New look at an old way of thinking
Talk about ancient Chinese thought! New Age followers and serious thinkers alike find guidance and inspiration in its millennial insights. No less an authority than Yan Xuetong , the great mainland politics scholar and dean of Tsinghua University's Institute of Modern International Relations, has vouched for its authenticity and originality.
In an influential essay translated and published in The New York Times this month the author of Ancient Chinese Thought, Modern Chinese Power wrote: 'I [studied] ancient Chinese political theorists like Guanzi, Confucius, Xunzi and Mencius. They were writing in the pre-Qin dynasty period, before China was unified as an empire more than 2,000 years ago - a world in which small countries were competing ruthlessly for territorial advantage. It was perhaps the greatest period for Chinese thought.'
Yan found the lesson of moral superiority in these Chinese philosophers as the basis for contemporary China to reassert its supremacy in the international system today. Is it really necessary to go back so far into Chinese history to find something worthwhile?
If Yan is right, there is something depressing about China having no great thinkers to offer the world for 2,000 years and counting. That would be such a terrible track record for such a smart and gifted race. Or perhaps in China, the statesmen are the real thinkers.

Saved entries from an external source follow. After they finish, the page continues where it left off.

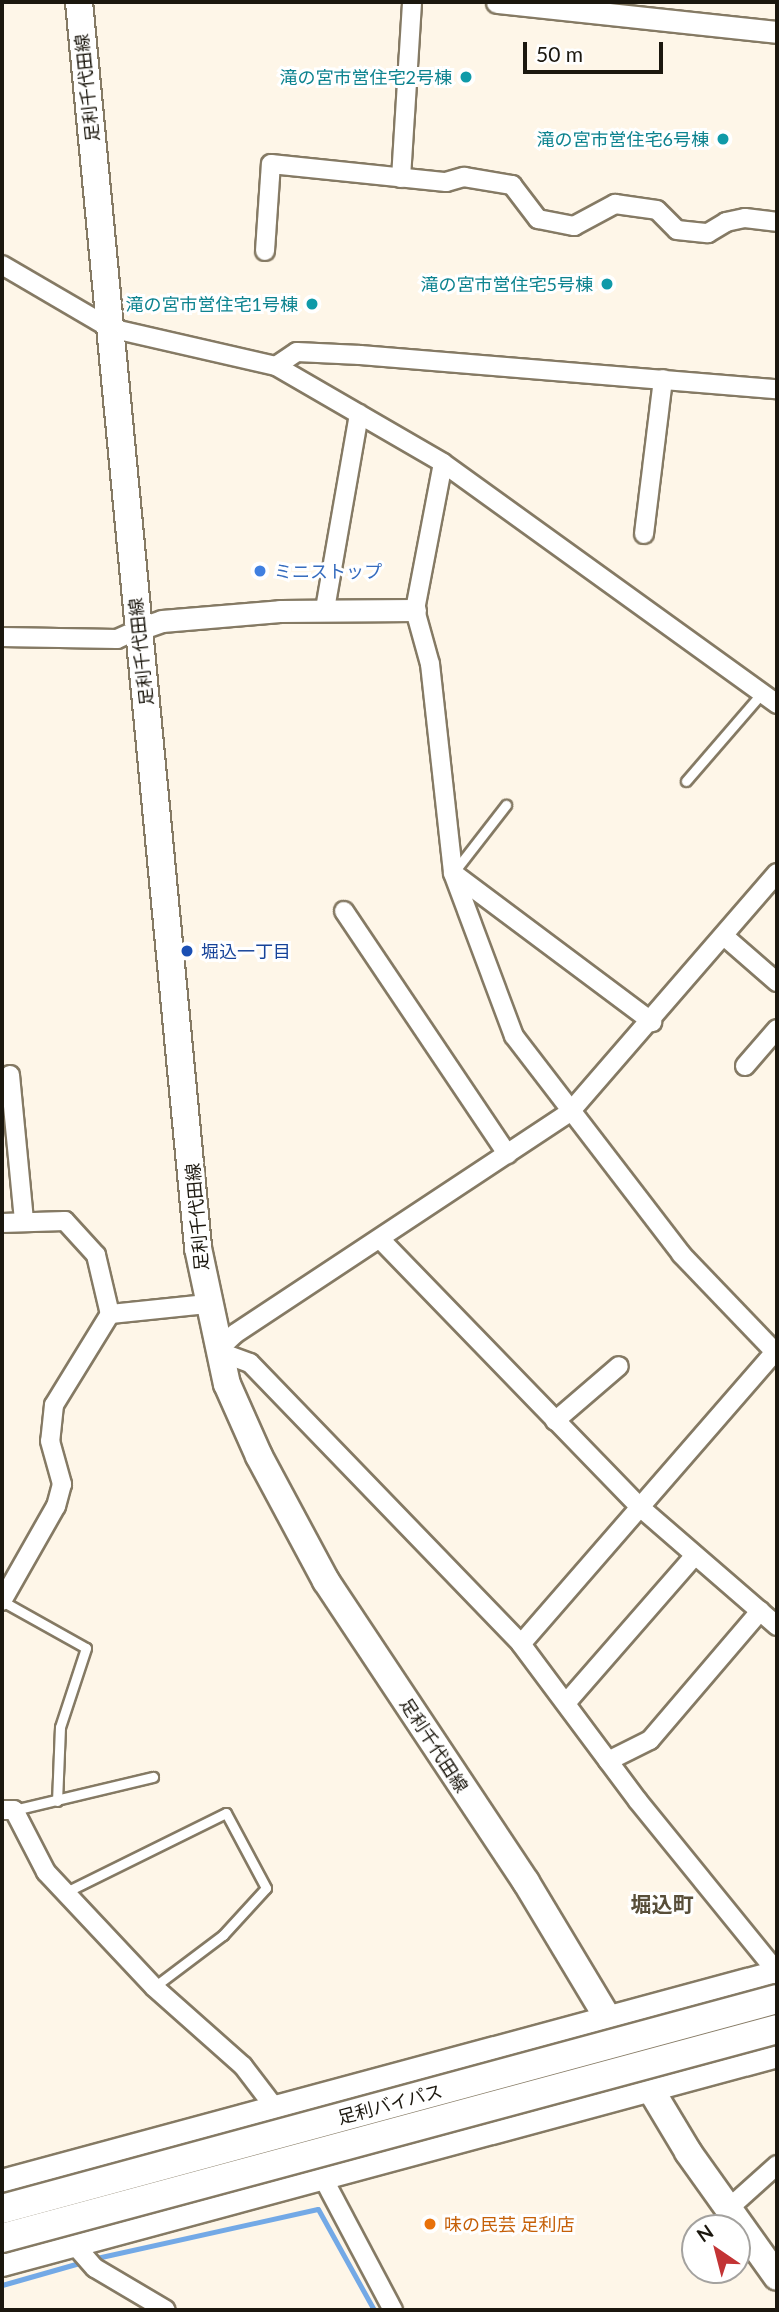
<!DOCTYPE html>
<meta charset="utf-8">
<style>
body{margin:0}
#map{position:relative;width:779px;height:2312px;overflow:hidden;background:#fef6e8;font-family:Lato,"Noto Sans JP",sans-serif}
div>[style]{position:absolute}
.stream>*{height:5px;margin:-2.5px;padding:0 2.5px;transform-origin:2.5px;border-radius:2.5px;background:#73a9e6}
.roads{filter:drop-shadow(2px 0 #857a64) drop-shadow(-2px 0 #857a64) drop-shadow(0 2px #857a64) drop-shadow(0 -2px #857a64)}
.service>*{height:9px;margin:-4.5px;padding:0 4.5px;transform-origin:4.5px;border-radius:4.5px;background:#fff}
.minor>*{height:18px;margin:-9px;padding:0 9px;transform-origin:9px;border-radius:9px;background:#fff}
.tertiary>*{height:21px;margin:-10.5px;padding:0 10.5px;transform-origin:10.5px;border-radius:10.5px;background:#fff}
.primary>*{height:26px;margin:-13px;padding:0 13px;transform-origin:13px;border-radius:13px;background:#fff}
.trunk>*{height:28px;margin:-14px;padding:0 14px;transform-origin:14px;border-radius:14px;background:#fff}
.bridges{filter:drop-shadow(2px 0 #857a64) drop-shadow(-2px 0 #857a64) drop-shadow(0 2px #857a64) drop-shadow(0 -2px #857a64)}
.trunk-bridge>*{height:28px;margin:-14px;padding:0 14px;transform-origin:14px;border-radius:14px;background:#fff}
.dots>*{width:19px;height:19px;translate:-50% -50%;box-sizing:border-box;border:4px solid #fff;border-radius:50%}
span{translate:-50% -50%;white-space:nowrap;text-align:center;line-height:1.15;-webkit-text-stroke:6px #fff;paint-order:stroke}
.culture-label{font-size:18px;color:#0d838f}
.right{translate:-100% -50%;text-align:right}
.street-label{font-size:18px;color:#1b170e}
.shop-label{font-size:18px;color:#366cbe}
.left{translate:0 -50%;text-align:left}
.transit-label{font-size:18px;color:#164399}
.food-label{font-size:18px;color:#c56008}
.quarter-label{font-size:21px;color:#584e39;font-weight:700}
.frame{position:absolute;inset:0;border:4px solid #1b170e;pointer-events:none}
.north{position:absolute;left:681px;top:2214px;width:70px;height:70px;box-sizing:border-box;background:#fff;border:2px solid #a4a29f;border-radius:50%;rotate:325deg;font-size:19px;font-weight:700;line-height:28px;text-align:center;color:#1b170e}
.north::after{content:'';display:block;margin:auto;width:24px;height:32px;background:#c33435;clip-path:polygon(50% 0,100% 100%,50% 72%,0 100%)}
.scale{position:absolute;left:523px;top:42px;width:140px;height:32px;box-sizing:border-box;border:4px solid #1b170e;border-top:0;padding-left:9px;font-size:21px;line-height:24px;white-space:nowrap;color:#1b170e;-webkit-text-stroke:5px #fff;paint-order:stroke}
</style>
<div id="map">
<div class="stream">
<div style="left:92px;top:2259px;width:231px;rotate:-12.5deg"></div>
<div style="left:318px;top:2209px;width:115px;rotate:61deg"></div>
<div style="left:2px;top:2285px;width:84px;rotate:-15.9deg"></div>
</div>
<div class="roads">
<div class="service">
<div style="left:686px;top:781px;width:116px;rotate:-49.2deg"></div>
<div style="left:454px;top:872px;width:85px;rotate:-52.2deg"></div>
<div style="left:2px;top:1601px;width:96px;rotate:29.2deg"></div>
<div style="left:86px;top:1648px;width:83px;rotate:108.2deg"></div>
<div style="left:60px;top:1727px;width:74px;rotate:92.3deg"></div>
<div style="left:14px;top:1810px;width:143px;rotate:-13.4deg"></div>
<div style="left:68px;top:1891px;width:176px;rotate:-26.3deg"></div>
<div style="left:226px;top:1813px;width:85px;rotate:61.9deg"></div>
<div style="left:266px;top:1888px;width:64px;rotate:132.5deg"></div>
<div style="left:223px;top:1935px;width:86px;rotate:143deg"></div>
</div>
<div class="minor">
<div style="left:401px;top:178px;width:176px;rotate:-86.4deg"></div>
<div style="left:265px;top:251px;width:87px;rotate:-86.1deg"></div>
<div style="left:271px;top:164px;width:176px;rotate:5.9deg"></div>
<div style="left:446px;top:182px;width:19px;rotate:-16deg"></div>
<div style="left:464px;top:177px;width:49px;rotate:9.5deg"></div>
<div style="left:512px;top:185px;width:43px;rotate:52.6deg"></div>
<div style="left:538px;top:219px;width:37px;rotate:11deg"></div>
<div style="left:574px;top:226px;width:47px;rotate:-28.2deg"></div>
<div style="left:615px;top:204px;width:42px;rotate:8.1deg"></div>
<div style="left:657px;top:210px;width:28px;rotate:45deg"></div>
<div style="left:677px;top:230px;width:31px;rotate:6deg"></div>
<div style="left:708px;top:233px;width:21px;rotate:-31deg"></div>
<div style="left:726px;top:222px;width:19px;rotate:-12deg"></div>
<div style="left:745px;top:218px;width:32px;rotate:7deg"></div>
<div style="left:2px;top:265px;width:125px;rotate:30.3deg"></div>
<div style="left:110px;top:328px;width:170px;rotate:12.9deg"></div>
<div style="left:276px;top:366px;width:193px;rotate:30.1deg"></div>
<div style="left:443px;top:463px;width:412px;rotate:35.8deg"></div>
<div style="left:276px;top:366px;width:25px;rotate:-34deg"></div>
<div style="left:297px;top:352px;width:63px;rotate:2.7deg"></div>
<div style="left:360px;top:355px;width:418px;rotate:4.7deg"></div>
<div style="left:443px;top:463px;width:150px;rotate:100.8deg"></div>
<div style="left:415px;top:610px;width:56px;rotate:74.5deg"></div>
<div style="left:430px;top:664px;width:210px;rotate:83.7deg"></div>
<div style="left:453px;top:873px;width:174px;rotate:69.5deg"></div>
<div style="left:514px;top:1036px;width:275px;rotate:52.5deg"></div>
<div style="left:681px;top:1254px;width:139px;rotate:46.2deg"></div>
<div style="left:644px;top:534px;width:156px;rotate:-83deg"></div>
<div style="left:325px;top:609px;width:198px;rotate:-80.1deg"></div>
<div style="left:2px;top:637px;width:115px;rotate:1deg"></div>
<div style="left:117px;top:639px;width:24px;rotate:-24deg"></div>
<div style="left:453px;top:873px;width:249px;rotate:36.8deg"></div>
<div style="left:777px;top:873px;width:316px;rotate:130.9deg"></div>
<div style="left:570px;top:1112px;width:402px;rotate:146.5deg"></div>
<div style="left:235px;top:1334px;width:25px;rotate:137deg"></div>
<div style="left:217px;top:1351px;width:35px;rotate:20deg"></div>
<div style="left:250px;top:1363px;width:390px;rotate:46deg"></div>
<div style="left:521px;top:1644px;width:196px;rotate:53.3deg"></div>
<div style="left:638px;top:1801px;width:220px;rotate:50.9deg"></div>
<div style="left:344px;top:911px;width:293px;rotate:56.1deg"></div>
<div style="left:724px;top:936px;width:70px;rotate:41deg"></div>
<div style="left:745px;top:1066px;width:49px;rotate:-49.1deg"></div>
<div style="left:10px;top:1075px;width:146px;rotate:84.5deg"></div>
<div style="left:2px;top:1223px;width:63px;rotate:-1.8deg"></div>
<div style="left:65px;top:1221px;width:46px;rotate:47.6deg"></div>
<div style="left:96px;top:1255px;width:61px;rotate:76.7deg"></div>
<div style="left:110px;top:1314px;width:107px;rotate:121.6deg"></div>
<div style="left:54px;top:1405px;width:36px;rotate:96deg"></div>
<div style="left:50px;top:1441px;width:45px;rotate:74.4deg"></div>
<div style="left:62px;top:1484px;width:23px;rotate:105deg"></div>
<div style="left:56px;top:1506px;width:109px;rotate:119.6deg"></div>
<div style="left:380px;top:1239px;width:375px;rotate:45.9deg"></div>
<div style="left:641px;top:1508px;width:180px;rotate:40.9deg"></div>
<div style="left:110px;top:1314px;width:98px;rotate:-5.9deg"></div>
<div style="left:555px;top:1421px;width:84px;rotate:-40.7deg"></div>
<div style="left:521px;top:1644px;width:391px;rotate:-49deg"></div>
<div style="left:566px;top:1703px;width:196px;rotate:-48.9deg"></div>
<div style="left:608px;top:1761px;width:47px;rotate:-26.6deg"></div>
<div style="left:650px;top:1740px;width:170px;rotate:-49.5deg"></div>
<div style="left:2px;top:1810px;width:12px"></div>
<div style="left:14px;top:1810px;width:70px;rotate:62.7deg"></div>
<div style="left:46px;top:1872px;width:158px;rotate:46.8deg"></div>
<div style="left:154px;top:1987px;width:119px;rotate:41.6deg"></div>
<div style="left:243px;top:2066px;width:58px;rotate:52.7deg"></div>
<div style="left:322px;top:2176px;width:152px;rotate:62.1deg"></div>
<div style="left:728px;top:2209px;width:66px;rotate:-41.9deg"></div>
<div style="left:73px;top:2243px;width:33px;rotate:49deg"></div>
<div style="left:95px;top:2268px;width:82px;rotate:30.6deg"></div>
</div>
<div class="tertiary">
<div style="left:497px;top:2px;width:282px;rotate:6.1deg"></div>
<div style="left:139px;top:629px;width:24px;rotate:-19deg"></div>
<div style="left:162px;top:621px;width:118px;rotate:-4.8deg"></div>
<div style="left:280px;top:611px;width:135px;rotate:-0.4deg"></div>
</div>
<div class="primary">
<div style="left:79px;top:2px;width:1252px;rotate:84.54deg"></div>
<div style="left:198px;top:1248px;width:139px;rotate:78deg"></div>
<div style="left:227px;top:1384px;width:79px;rotate:66deg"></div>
<div style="left:259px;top:1456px;width:142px;rotate:61.8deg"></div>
<div style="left:326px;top:1581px;width:361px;rotate:56.4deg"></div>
<div style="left:526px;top:1882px;width:315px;rotate:59deg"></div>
<div style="left:688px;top:2152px;width:153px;rotate:54.5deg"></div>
</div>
<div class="trunk">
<div style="left:2px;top:2184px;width:803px;rotate:-15.09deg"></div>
<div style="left:2px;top:2262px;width:803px;rotate:-15.09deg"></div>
</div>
</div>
<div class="bridges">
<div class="trunk-bridge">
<div style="left:2px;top:2209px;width:803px;rotate:-15.16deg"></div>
<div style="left:2px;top:2238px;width:803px;rotate:-15.09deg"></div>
</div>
</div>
<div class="dots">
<div style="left:466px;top:77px;background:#0f9aa8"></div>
<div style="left:723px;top:139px;background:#0f9aa8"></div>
<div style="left:607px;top:284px;background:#0f9aa8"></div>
<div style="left:312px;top:304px;background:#0f9aa8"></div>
<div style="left:260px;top:571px;background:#3f7fe0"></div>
<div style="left:187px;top:951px;background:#1a4fb4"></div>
<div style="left:430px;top:2224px;background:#e8710a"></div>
</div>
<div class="culture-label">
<span class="right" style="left:452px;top:77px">滝の宮市営住宅2号棟</span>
<span class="right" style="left:709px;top:139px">滝の宮市営住宅6号棟</span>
<span class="right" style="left:593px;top:284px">滝の宮市営住宅5号棟</span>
<span class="right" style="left:298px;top:304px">滝の宮市営住宅1号棟</span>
</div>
<div class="street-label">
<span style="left:87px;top:88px;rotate:-96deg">足利千代田線</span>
<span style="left:141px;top:652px;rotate:-96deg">足利千代田線</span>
<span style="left:197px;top:1217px;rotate:-95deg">足利千代田線</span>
<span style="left:434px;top:1745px;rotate:57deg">足利千代田線</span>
<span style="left:390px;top:2104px;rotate:-15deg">足利バイパス</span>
</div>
<div class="shop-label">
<span class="left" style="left:274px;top:571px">ミニストップ</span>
</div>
<div class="transit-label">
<span class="left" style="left:201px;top:951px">堀込一丁目</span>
</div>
<div class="food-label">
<span class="left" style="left:444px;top:2224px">味の民芸 足利店</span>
</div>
<div class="quarter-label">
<span style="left:662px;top:1904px">堀込町</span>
</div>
<div class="frame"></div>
<div class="north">N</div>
<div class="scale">50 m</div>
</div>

Deng Xiaopeng would qualify in this regard, according to Ezra Vogel's new biography. In Vogel's view, Deng's challenge was to save the Communist Party and modernise China. Deng's insight was that the two goals were one and the same: China's path to modernisation must be led by the Communist Party, and the party's survival depended on the nation's modernisation. The result speaks for itself. As is often the case, in a dictatorship it's only the ruler who is allowed to think.